Dataflows Lineage V2

Models

Dataflow

Python object used to define a dataflow object to be created create_or_replace_dataflows.

Attributes:

Name Required Type Description
external_id TRUE str The external id of the dataflow object. To access this dataflow object uniquely.. “API/” previx is required.
title FALSE str Title of the dataflow.
description FALSE str The description of the dataflow.
content FALSE str The transformation logic, SQL statement.
group_name FALSE str The name of the dataflow source group that the dataflow belongs to. Case sensitive. If an exact match is found then it would be used, otherwise it will create a new dataflow source group.
       

DataflowPathObject

Python object used to define a lineage path.

Attributes:

Name Required Type Description
otype TRUE str Type of the object for this lineage segment. (table, attibute, dataflow, etc)
key TRUE str ULM key to identify the lineage path object

DataflowPayload

Python object used to define dataflow objects and lineage paths to be created create_or_replace_dataflows.

Attributes:

Name Required Type Description
dataflow_objects FALSE list The external id of the dataflow object. To access this dataflow object uniquely.. “API/” previx is required.
paths FALSE list “paths” is an array of “path”s. Each “path” specifies the details of sources (-> dataflows) -> targets lineage by listing elements of each step, or “segment”, of the lineages in order.Each “segment” may contain data objects and/or dataflows, but the first and the last “segment” of a “path” SHOULD NOT contain any dataflows.
       

DataflowPatchItem

Python object used to define dataflow items to update/patch patch_dataflows.

Attributes:

Name Required Type Description
id TRUE str The id of the dataflow object.
title FALSE str Title of the dataflow.
description FALSE str The description of the dataflow.
content FALSE str The transformation logic, SQL statement.
group_name FALSE str The name of the dataflow source group that the dataflow belongs to. Case sensitive. If an exact match is found then it would be used, otherwise it will create a new dataflow source group.
       

Methods

Methods

get_dataflows

get_dataflows(object_ids: list, query_params: DataflowParams) -> DataflowPayload

Get Dataflow objects with related lineage paths

Args:

  • object_ids (list): Optional argument to filter dataflow object by.
  • query_params: (DataflowParams) : Filter by param (id, external_id)

Returns:

  • DataFlowPayload: Resulting object containing a list of requested DataFlow objects and their lineage paths.

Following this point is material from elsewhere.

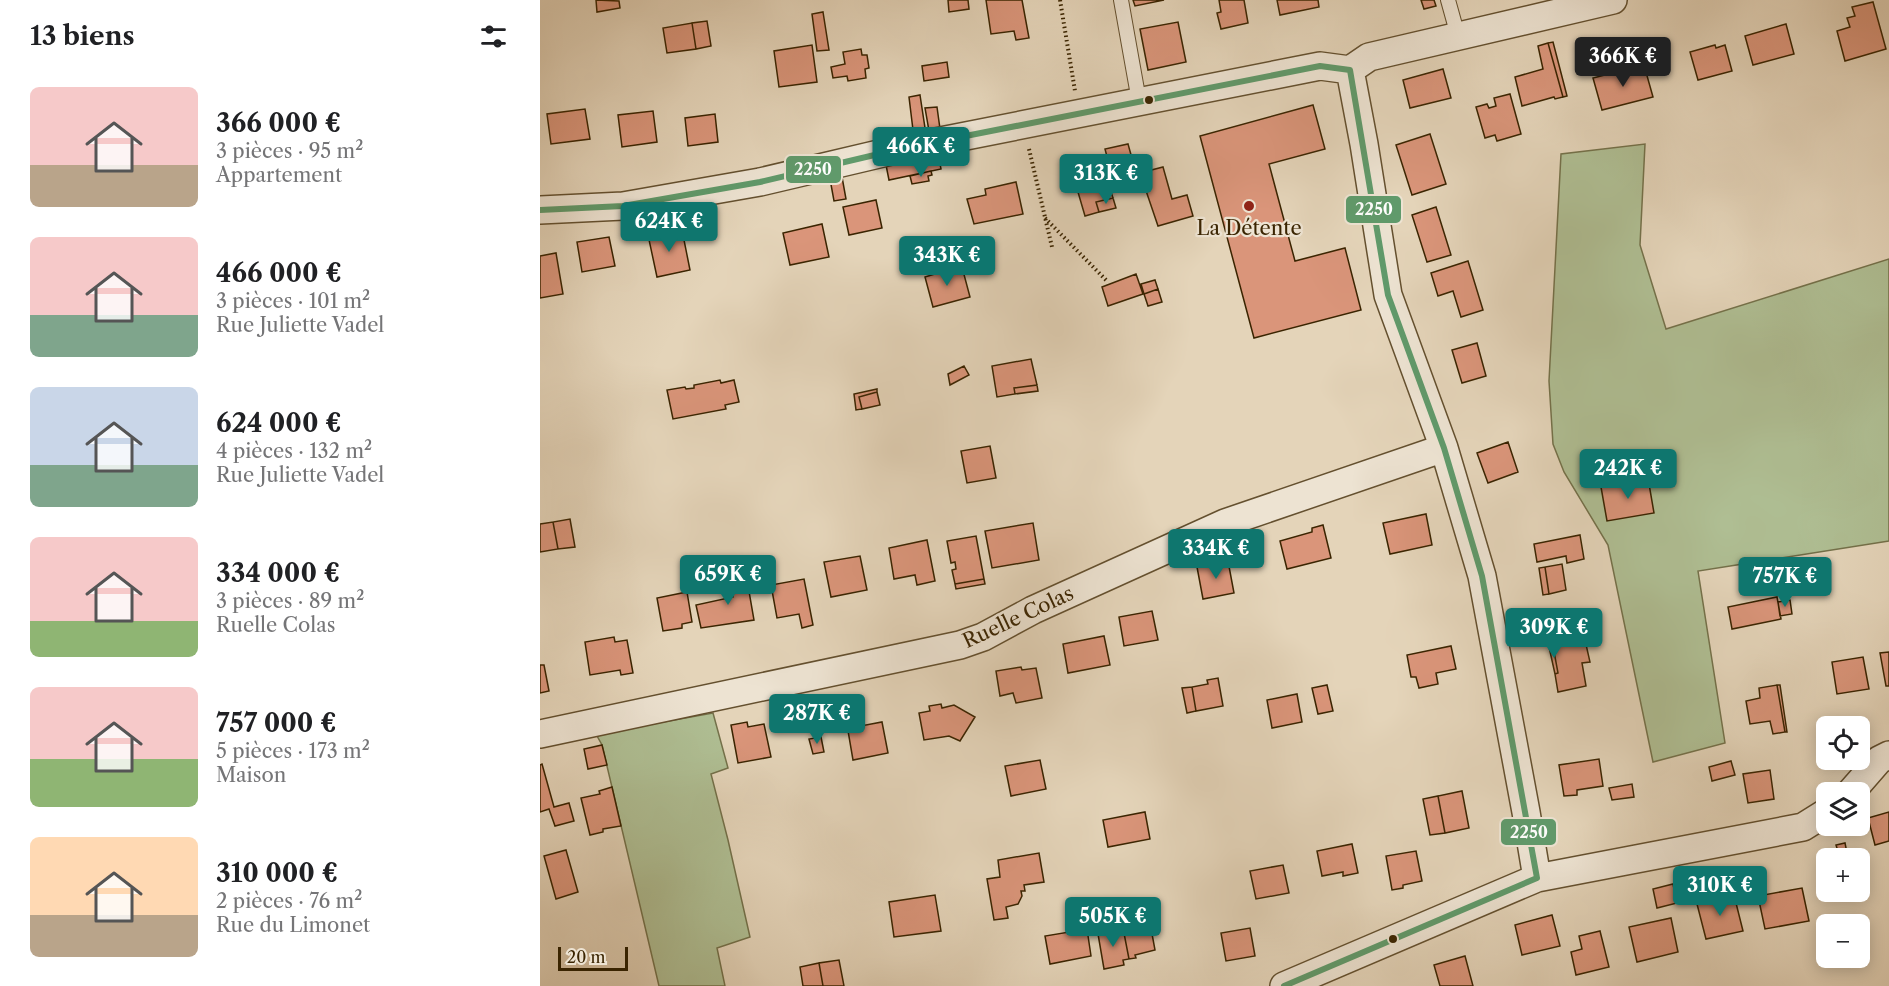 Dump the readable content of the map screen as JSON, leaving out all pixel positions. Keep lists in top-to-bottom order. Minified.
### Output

create_or_replace_dataflows

create_or_replace_dataflows(payload: DataflowPayload) -> list[JobDetailsDataflowPost]

Create/Replace Dataflow objects with related lineage paths

Args:

  • payload (DataflowPayload): Data Class containing lsts of DataFlow and DataFlowPaths objects create or update.

Returns:

  • List of JobDetails: Status report of the executed background jobs.

update_dataflows

update_dataflows(payload: list[DataflowPatchItem] -> list[JobDetailsDataflowPost]

Update Dataflow objects definition. This method cannot be used to update lineage paths.

Args:

  • payload (DataflowPatchItem(list)): List of DataFlows (DataFLowPatchItem) to update

Returns:

  • List of JobDetails: Status report of the executed background jobs.

delete_dataflows

delete_dataflows(object_ids: list, query_params: DataflowParams) -> list[JobDetailsDataflowPost]

Get Dataflow objects with related lineage paths

Args:

  • object_ids (list): Optional argument to filter dataflow object by.
  • query_params: (DataflowParams) : Filter by param (id, external_id)

Returns:

  • List of JobDetails: Status report of the executed background jobs.

Examples

See /examples/example_dataflow.py.